A man was practically obscured by the foliage. The screamer no doubt. But we were now the new prey. Drool dripped from hairy jaws, and all-too-human eyes glared at us, rimmed red by the insanity that gripped their minds. Growls shook the clearing and fear bloomed in the back of my mind, not caring that this was part of a simulation or that these insane moonkissed couldn’t physically hurt me.
The wolfmen advanced.
The daggers strapped to our thighs now made sense.

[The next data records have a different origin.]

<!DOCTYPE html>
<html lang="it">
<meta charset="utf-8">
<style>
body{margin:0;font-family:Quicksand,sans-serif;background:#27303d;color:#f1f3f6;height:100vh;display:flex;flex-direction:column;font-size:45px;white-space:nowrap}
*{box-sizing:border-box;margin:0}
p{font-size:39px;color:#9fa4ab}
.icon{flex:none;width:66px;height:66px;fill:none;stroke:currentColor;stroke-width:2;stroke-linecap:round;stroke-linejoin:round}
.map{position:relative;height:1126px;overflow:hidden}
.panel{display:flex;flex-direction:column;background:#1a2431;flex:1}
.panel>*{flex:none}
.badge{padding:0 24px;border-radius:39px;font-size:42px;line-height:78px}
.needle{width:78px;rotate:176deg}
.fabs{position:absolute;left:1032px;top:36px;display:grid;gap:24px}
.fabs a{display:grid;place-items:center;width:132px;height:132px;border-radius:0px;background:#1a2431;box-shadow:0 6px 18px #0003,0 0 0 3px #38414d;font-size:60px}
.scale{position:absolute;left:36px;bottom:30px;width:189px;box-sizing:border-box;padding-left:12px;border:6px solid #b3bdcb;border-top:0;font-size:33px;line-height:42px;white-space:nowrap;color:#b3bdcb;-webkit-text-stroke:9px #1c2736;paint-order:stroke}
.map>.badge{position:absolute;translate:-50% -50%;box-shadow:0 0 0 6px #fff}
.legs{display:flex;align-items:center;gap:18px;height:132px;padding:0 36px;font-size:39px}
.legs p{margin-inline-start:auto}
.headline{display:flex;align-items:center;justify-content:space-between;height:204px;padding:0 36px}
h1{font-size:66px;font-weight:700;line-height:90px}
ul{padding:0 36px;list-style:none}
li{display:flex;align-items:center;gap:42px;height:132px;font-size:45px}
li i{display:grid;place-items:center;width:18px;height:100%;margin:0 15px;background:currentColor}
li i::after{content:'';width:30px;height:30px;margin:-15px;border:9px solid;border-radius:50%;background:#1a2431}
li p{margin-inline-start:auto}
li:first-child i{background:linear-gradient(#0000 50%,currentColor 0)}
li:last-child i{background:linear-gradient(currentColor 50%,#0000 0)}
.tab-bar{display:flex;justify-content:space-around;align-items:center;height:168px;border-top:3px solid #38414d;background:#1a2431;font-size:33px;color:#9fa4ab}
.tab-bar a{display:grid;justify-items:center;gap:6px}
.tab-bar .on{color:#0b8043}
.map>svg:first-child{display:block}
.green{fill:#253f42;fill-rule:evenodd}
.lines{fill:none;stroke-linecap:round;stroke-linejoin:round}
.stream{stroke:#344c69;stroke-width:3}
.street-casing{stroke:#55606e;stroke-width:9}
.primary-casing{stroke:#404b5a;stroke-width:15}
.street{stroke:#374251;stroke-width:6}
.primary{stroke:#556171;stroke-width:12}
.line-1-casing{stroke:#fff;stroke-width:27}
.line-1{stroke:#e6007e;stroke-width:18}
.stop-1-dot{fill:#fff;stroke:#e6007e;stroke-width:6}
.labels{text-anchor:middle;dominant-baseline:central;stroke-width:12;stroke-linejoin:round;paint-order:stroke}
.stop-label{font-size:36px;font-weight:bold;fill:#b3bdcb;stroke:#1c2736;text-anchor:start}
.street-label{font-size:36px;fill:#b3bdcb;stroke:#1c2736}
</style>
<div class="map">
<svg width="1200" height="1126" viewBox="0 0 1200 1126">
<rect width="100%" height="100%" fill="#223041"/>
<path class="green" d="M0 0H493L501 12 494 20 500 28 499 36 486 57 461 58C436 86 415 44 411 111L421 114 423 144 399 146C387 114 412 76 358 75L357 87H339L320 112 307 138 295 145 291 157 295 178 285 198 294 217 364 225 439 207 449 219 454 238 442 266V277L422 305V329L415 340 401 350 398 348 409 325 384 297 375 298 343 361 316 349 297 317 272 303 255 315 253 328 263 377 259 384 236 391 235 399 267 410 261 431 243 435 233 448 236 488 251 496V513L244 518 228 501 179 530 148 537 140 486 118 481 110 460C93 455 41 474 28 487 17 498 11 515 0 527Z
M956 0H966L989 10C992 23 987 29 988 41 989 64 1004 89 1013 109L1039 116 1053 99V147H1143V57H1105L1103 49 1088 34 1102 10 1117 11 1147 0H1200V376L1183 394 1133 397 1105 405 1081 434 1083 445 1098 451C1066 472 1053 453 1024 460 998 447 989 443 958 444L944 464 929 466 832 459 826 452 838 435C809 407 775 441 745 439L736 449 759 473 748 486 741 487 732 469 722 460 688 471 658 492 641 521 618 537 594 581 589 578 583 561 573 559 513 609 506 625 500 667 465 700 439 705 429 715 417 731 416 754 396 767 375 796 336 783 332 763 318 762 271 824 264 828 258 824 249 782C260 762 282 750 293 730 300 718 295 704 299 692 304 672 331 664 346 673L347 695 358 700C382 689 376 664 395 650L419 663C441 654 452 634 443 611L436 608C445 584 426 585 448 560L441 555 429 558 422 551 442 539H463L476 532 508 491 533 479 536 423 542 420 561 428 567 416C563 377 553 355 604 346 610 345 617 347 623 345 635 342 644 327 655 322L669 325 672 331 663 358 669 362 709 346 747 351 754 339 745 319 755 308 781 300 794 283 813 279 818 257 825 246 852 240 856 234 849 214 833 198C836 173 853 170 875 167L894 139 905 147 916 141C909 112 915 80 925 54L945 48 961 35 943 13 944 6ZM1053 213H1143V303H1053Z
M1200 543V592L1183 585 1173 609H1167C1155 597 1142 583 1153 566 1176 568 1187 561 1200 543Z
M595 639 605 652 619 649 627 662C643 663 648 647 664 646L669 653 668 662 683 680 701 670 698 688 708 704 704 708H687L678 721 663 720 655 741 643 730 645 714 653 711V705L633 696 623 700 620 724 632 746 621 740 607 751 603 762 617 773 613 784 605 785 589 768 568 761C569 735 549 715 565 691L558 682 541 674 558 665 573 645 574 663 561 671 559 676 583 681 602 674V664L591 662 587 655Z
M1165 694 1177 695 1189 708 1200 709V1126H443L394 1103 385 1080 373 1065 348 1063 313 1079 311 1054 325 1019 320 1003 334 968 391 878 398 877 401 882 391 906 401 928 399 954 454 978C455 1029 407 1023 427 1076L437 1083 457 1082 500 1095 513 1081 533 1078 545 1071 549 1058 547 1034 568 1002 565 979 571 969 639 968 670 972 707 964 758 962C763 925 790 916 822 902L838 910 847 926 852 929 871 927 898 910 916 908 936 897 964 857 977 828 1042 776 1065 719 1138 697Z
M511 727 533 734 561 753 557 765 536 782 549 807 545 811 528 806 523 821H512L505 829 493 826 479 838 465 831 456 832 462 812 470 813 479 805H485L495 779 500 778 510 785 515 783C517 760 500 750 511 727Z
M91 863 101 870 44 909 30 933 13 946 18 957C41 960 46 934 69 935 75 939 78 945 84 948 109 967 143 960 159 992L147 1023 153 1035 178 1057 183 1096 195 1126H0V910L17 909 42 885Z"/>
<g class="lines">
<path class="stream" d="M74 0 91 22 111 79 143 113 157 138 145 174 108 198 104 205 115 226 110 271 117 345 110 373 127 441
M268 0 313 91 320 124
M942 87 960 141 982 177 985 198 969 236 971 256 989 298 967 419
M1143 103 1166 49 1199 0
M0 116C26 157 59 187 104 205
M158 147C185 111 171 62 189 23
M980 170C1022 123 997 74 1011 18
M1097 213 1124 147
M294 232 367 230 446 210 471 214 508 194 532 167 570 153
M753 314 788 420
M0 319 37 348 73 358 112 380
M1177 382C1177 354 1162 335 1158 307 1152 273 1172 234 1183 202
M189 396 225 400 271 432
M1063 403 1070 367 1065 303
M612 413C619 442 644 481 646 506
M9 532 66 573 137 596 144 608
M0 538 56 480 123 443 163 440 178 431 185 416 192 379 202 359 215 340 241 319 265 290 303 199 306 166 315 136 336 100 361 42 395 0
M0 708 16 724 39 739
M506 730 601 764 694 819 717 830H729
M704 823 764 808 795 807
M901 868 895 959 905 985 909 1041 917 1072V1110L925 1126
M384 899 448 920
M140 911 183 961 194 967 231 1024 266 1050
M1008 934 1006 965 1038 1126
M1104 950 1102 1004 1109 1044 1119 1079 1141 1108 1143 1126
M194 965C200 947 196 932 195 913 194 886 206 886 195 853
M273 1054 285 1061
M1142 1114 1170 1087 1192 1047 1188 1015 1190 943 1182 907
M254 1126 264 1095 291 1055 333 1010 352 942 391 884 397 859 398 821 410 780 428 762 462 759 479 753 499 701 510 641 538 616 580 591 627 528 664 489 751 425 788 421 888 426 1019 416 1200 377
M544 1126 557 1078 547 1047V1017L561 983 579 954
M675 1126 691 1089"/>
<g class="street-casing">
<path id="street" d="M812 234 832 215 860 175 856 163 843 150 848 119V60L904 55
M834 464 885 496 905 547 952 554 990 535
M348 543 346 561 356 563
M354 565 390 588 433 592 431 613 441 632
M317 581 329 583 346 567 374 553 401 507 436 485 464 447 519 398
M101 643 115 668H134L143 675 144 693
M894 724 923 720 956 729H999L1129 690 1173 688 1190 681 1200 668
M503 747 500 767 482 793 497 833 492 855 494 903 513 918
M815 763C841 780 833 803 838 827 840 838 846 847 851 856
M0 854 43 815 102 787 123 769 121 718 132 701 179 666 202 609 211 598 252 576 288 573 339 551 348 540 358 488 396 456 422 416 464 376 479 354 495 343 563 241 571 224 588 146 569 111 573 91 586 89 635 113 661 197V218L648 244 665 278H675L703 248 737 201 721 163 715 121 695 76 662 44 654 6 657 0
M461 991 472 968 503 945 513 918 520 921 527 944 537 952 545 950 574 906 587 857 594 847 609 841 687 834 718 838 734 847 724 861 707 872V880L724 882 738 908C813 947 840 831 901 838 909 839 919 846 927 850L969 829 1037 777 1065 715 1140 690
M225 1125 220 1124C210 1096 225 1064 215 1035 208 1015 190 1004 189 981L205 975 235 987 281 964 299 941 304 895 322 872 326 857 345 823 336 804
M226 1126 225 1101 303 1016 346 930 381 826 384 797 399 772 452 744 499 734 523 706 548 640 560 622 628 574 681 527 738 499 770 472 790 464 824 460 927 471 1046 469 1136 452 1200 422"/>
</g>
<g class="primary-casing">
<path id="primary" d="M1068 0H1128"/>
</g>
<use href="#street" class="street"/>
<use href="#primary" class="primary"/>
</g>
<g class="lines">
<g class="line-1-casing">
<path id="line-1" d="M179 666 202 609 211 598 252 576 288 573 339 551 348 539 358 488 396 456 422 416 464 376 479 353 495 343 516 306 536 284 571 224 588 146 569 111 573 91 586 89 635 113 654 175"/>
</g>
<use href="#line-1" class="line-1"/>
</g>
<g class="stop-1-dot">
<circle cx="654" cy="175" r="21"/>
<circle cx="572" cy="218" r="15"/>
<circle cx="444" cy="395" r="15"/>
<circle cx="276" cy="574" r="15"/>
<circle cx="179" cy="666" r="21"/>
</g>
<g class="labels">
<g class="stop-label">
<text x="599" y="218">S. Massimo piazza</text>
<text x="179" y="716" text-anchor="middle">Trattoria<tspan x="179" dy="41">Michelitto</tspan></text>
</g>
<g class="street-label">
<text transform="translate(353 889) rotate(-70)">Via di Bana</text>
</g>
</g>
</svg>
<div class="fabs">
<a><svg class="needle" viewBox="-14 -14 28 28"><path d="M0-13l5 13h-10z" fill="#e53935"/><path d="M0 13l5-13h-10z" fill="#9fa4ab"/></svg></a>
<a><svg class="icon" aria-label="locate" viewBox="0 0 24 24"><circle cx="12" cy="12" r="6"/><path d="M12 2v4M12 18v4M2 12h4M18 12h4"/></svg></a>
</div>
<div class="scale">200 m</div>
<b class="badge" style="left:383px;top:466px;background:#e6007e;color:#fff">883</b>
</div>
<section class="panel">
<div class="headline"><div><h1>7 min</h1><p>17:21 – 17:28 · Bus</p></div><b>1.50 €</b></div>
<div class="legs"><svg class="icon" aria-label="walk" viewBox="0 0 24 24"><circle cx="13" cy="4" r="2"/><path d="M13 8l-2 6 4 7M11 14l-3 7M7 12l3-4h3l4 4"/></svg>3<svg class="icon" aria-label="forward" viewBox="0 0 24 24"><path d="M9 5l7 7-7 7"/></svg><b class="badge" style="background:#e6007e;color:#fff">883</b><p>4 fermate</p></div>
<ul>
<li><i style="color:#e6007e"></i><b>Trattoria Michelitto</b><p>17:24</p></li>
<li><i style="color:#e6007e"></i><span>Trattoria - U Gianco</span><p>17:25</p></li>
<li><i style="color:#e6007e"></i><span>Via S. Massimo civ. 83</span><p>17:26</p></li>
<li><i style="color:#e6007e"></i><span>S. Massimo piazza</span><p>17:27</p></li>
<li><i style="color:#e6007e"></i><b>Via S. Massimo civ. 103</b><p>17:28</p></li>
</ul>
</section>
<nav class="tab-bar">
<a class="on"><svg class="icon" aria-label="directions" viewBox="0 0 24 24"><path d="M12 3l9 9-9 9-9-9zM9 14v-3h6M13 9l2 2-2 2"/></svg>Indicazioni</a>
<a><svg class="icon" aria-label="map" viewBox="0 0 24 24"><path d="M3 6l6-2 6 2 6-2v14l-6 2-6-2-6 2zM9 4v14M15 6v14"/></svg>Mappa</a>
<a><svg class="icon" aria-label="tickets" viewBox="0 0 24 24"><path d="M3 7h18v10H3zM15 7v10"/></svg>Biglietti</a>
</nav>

It was time to get stabby.
Fighting came naturally to me. The moves, the evasion, and the attack. My body was in vigilant mode. One eye on Minnie to make sure she was okay, the other on my opponent, who slashed with his claws and snapped with his serrated maw. Shit, did he just spatter me with saliva? Yuck. I spun-kicked him, knocking him into a tree, and followed up with a sharp jab to his jugular before he could recover.
He grabbed the wound, gurgling indignantly. But instead of hitting dirt, he lunged at me. The tips of his talons grazed my shirt, and pain lanced across my skin.
What the fuck? Pain? For real?
Shit.
I dropped and punctured his femoral artery with the dagger before rolling out of his reach.
“Indie!”
Minnie?
There she was—pinned to the ground. Beast on top of her. I was already in motion, world rushing by as I hit the wolfman from the side, knocking him off and going with him. My dagger sank between his ribs, then into his neck, once, twice. I kicked out and leapt off him.